[PATCH nf-next v2 0/6] nft_set_pipapo: Performance improvements: Season 1

[Date Prev][Date Next][Thread Prev][Thread Next][Date Index][Thread Index]

 



Patches 1/6 and 2/6, as discussed with Pablo, introduce support and
switching mechanisms for 8-bit packet matching groups. I opted to
pick the fitting implementation with conditionals, instead of
replacing the set lookup operation on the fly, as this allows for
fields with different group sizes. The cost of these conditionals
actually appears negligible.

For the non-vectorised case, the two implementations are almost
identical and mostly remain as a single function, while, at least
for AVX2, operation sequences turned out to be fairly different, so
the new matching functions for 8-bit groups are all separated.

As a side note, I also tried out Pablo's suggestion to use the stack
for scratch maps, instead of per-CPU pre-allocated ones, if bucket
sizes are small enough. The outcome was rather surprising: it looks
cheaper, at least on x86_64, to access pre-allocated data compared
to initialise the room we need on the stack.

Patches 3/6 and 4/6 are similar to what I posted earlier, and they
are preparation work for vectorised implementations: we need to
support arbitrary requirements about data alignment and we also
need to share some helper functions.

Patch 5/6 implements the AVX2 lookup routines, now supporting 4-bit
and 8-bit as group sizes.

Patch 6/6 adjusts the set implementations to also support sets with
a single, ranged field.
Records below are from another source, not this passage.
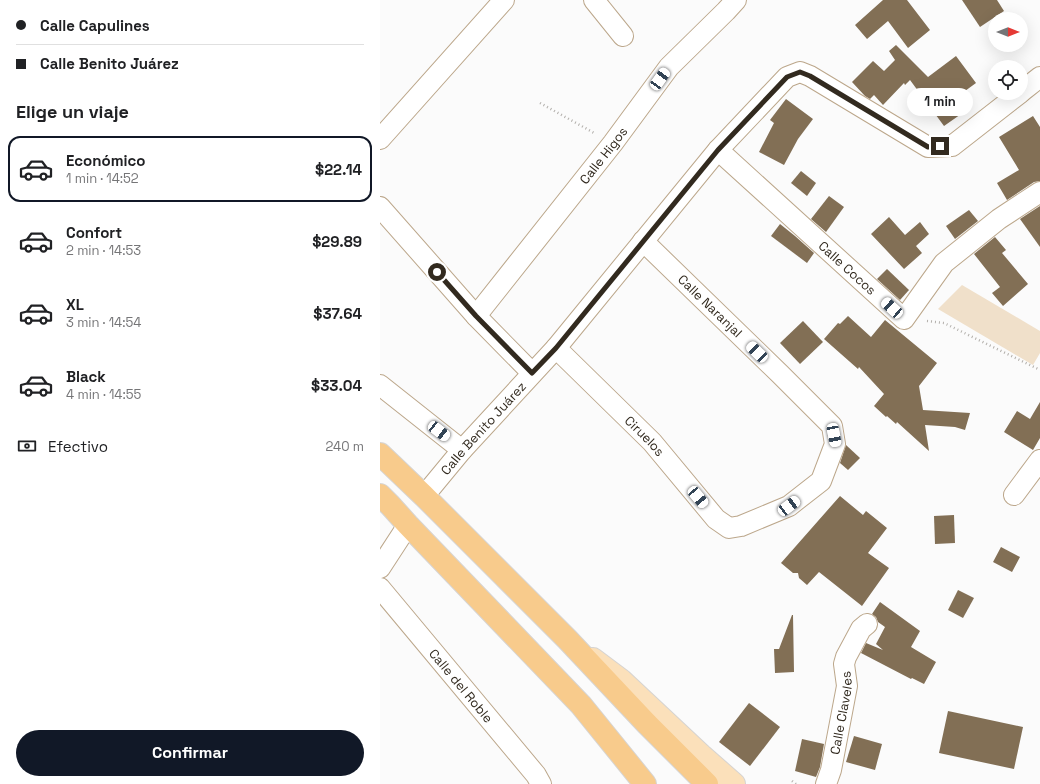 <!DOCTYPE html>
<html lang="es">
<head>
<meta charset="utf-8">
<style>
	:root { --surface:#fff; --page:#f2f2f2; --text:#202124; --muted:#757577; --line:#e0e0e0; --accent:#111827 }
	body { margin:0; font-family:"Space Grotesk",sans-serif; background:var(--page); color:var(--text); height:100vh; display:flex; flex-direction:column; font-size:15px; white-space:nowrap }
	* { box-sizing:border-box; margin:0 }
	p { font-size:13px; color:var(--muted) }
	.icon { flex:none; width:22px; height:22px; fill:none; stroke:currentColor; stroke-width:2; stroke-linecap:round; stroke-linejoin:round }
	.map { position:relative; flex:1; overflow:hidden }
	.side { display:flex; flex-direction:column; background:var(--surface); width:380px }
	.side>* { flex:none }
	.banner { display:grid; align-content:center; height:88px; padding:0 16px; background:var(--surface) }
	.needle { width:26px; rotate:90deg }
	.controls { position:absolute; left:608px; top:12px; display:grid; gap:8px }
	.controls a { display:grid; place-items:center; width:40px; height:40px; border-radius:50%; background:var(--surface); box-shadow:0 4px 16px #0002; font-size:20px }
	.end { position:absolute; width:18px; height:18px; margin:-9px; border:5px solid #322a1f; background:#fff; box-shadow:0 0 0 2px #fff }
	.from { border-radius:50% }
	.bubble { position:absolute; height:28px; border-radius:14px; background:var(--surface); box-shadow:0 4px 16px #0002; font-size:13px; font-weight:700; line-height:28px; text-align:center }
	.car { position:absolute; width:12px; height:24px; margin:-12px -6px; border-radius:5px; box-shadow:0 0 3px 1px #0007; background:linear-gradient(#fff 24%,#345 0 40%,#fff 0 76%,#345 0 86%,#fff 0) }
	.banner b { display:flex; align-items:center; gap:14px; height:38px; font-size:15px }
	.banner b+b { border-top:1px solid var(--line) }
	.banner i { width:10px; height:10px; background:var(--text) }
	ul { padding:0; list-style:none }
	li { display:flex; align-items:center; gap:12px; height:66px; margin:0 8px 6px; padding:0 8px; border:2px solid transparent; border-radius:12px }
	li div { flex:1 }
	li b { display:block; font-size:15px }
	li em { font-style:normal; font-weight:700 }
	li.current { border-color:var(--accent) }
	li>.icon { width:36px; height:36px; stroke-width:1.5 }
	h2 { padding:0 16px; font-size:18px; line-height:48px }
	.pay { display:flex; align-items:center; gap:10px; height:44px; padding:0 16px; font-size:15px }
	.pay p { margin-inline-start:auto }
	.action { display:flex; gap:8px; margin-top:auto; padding:8px 16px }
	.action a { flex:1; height:46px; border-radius:24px; background:var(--accent); color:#fff; font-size:16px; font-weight:700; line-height:46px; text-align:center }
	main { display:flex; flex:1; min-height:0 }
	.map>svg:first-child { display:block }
	.green { fill:#f0e0ca }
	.building { fill:#826f55 }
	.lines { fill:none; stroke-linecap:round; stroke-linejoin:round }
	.street-casing { stroke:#bca78b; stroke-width:22 }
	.primary-casing { stroke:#d6d4d2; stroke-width:24 }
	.highway-casing { stroke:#d6d4d2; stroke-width:24 }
	.path { stroke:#b2afab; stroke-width:2.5; stroke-dasharray:1 3; stroke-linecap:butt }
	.street { stroke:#fff; stroke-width:20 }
	.primary { stroke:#fbe0ba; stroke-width:22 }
	.highway { stroke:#f8cb8c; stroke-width:22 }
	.route { stroke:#322a1f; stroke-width:5 }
	.labels { text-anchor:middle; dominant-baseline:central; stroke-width:4; stroke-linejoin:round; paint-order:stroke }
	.street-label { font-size:13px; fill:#322a1f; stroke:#fff }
</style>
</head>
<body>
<main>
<section class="side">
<div class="banner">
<b><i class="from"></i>Calle Capulines</b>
<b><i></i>Calle Benito Juárez</b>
</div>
<h2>Elige un viaje</h2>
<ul>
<li class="current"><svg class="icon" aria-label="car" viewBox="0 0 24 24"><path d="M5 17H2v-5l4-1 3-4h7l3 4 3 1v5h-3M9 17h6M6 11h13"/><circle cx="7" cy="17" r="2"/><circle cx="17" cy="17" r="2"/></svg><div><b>Económico</b><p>1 min · 14:52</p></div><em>$22.14</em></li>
<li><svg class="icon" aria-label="car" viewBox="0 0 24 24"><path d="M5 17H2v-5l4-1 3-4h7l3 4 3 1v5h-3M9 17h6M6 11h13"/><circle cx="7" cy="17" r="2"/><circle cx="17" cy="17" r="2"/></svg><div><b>Confort</b><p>2 min · 14:53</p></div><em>$29.89</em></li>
<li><svg class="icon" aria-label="car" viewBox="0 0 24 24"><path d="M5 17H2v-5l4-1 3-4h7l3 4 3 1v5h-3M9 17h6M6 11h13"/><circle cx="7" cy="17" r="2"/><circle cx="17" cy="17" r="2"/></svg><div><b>XL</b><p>3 min · 14:54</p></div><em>$37.64</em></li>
<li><svg class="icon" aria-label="car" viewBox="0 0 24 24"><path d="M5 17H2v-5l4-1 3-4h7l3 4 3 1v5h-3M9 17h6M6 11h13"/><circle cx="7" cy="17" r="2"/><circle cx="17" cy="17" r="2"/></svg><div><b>Black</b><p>4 min · 14:55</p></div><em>$33.04</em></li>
</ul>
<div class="pay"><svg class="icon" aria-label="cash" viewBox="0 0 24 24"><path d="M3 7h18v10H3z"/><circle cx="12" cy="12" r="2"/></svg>Efectivo<p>240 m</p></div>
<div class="action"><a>Confirmar</a></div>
</section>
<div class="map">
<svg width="660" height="784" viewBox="0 0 660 784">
	<rect width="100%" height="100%" fill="#fbfbfb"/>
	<!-- green -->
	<polygon class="green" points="582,285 660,331 660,353 653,365 558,309"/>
	<!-- building -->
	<g class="building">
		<polygon points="503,0 527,0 550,30 528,48 508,21 487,39 475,25"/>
		<polygon points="582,0 617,0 624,11 600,27"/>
		<polygon points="516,45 548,77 576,56 596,83 574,99 584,112 564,126 530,80 525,85 524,83 503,105 494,95 490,99 485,96 472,82 493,61 504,71 515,60 509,51"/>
		<polygon points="406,99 433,119 418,139 404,165 379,152 394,123 390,120"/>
		<polygon points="653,116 660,127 660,181 654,182 627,200 617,183 639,170 619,137"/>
		<polygon points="421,171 436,183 427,196 411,183"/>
		<polygon points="449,196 464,207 446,232 431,219"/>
		<polygon points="660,206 660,247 640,219"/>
		<polygon points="589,210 598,221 575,239 566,226"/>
		<polygon points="509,217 525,235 540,222 549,234 536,246 542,253 524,269 491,234"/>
		<polygon points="400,224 415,236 434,253 427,263 391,236"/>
		<polygon points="615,237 626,250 622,253 648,284 623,306 612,293 620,287 594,254"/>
		<polygon points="507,269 529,290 520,300 497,279"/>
		<polygon points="468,316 491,337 505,320 557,363 539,386 543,410 590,413 585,430 575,427 545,425 549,451 517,422 516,424 507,416 506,417 494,406 504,394 479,367 478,369 444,339 458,323 460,324"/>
		<polygon points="423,321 443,342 420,364 400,343"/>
		<polygon points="660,402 660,438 653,450 624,432 637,411 650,419"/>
		<polygon points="466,445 480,458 468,470 460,463"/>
		<polygon points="460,496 483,515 486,511 507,528 488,553 509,568 482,606 439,572 427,585 419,578 418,573 413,573 401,563"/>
		<polygon points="574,515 575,543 555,544 554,516"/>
		<polygon points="621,547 640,557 632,572 613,562"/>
		<polygon points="578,590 594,598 583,618 568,610"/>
		<polygon points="500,602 540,631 531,647 556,662 544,684 532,678 531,679 481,653 486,643 503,650 496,644 505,627 498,622 496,617 492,614"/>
		<polygon points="412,615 413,615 414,672 395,673 394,649 399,649"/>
		<polygon points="369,703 400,727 370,766 339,742"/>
		<polygon points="568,711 643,727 634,769 559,753"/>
		<polygon points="474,736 502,744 495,770 466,762"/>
		<polygon points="422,739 444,744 440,767 436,777 415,771"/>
	</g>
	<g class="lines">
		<!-- street casing -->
		<g class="street-casing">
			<g id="street">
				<polyline points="214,0 243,36"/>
				<polyline points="641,92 660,77"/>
				<polyline points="0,139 124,0"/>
				<path id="s1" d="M338 150 524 319 564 263 619 219 660 192"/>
				<polyline points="0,207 96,316 152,373"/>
				<path id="s2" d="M96 316 233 143 289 67 346 11 356 0"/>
				<path id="s3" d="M176 348 272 442 336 519 349 528 361 526 409 506 441 481 455 444 452 426 400 374 263 241"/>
				<polyline points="0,385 82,450"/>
				<polyline points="634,495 660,460"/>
				<path id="s4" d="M44 496 82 450 176 348 338 150 407 77 420 72 430 76 548 147 572 146 640 93"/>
				<polyline points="0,568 28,525"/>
				<path id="s5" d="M0 588 156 775 161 784"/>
				<path id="s6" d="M446 784 451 770 467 686 464 664 466 657 481 629 487 624"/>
			</g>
		</g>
		<!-- primary casing -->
		<g class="primary-casing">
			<polyline id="primary" points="213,659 241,680 321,755 354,784"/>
		</g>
		<!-- highway casing -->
		<g class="highway-casing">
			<g id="highway">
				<polyline points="0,454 44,496 187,639 267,724 327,784"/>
				<polyline points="0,495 10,505 28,525 201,705 265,784"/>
			</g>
		</g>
		<!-- path -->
		<g class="path">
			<polyline points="160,103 216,134"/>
			<polyline points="547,321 564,323 660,370"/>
			<polyline points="412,781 416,784"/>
		</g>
		<!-- street -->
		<use href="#street" class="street"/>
		<!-- primary -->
		<use href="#primary" class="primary"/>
		<!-- highway -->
		<use href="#highway" class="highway"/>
	</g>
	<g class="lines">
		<!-- route -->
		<polyline class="route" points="57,272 96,316 152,373 176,348 338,150 407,77 420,72 430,76 548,147 560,146"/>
	</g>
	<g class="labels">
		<!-- street labels -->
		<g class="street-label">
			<text stroke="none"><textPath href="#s2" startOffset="205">Calle Higos</textPath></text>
			<text stroke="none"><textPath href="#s1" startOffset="175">Calle Cocos</textPath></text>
			<text transform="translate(330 306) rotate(44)">Calle Naranjal</text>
			<text stroke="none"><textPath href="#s4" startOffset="90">Calle Benito Juárez</textPath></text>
			<text stroke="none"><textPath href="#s3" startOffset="125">Ciruelos</textPath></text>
			<text stroke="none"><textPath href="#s5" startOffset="127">Calle del Roble</textPath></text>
			<text stroke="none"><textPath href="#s6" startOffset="73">Calle Claveles</textPath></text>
		</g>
	</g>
</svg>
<div class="controls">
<a><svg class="needle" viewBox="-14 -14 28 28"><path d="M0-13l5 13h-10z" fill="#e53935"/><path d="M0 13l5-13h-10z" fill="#757577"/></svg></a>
<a><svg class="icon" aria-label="locate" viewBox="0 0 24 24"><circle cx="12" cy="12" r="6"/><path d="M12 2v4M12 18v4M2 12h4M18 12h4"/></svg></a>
</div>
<i class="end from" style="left:57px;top:272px"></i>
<i class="end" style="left:560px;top:146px"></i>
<div class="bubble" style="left:527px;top:88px;width:66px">1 min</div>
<i class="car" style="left:280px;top:79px;rotate:36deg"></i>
<i class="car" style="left:512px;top:308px;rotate:312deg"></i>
<i class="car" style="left:377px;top:352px;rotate:314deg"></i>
<i class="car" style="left:59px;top:431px;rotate:128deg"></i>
<i class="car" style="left:454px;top:435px;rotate:169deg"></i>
<i class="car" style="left:318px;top:497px;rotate:140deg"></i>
<i class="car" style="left:409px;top:506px;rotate:53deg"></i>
</div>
</main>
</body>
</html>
This can be now conveniently enabled with a
define, and allows us to have a fair comparison with the rbtree set
back-end.

The matching rate figures below were obtained with the usual
kselftests cases, averaged over five runs, on a single thread of
an AMD Epyc 7402 CPU for x86_64 and on a single BCM2711 thread
(Raspberry Pi 4 Model B clocked at 2147MHz) for a comparison with
ARM 64-bit.

Note that I disabled retpolines (on x86_64) and SSBD (on aarch64),
so these matching rates can't be directly compared to figures I
shared previously -- hence the new baselines (also repeated in
single patch messages). For some reason, I'm getting more
repeatable numbers this way, and we're probably going to get rid
of a number of indirect calls in the future anyway. By hardcoding
calls to set lookup functions, I'm getting numbers rather close to
these baselines even with CONFIG_RETPOLINE set.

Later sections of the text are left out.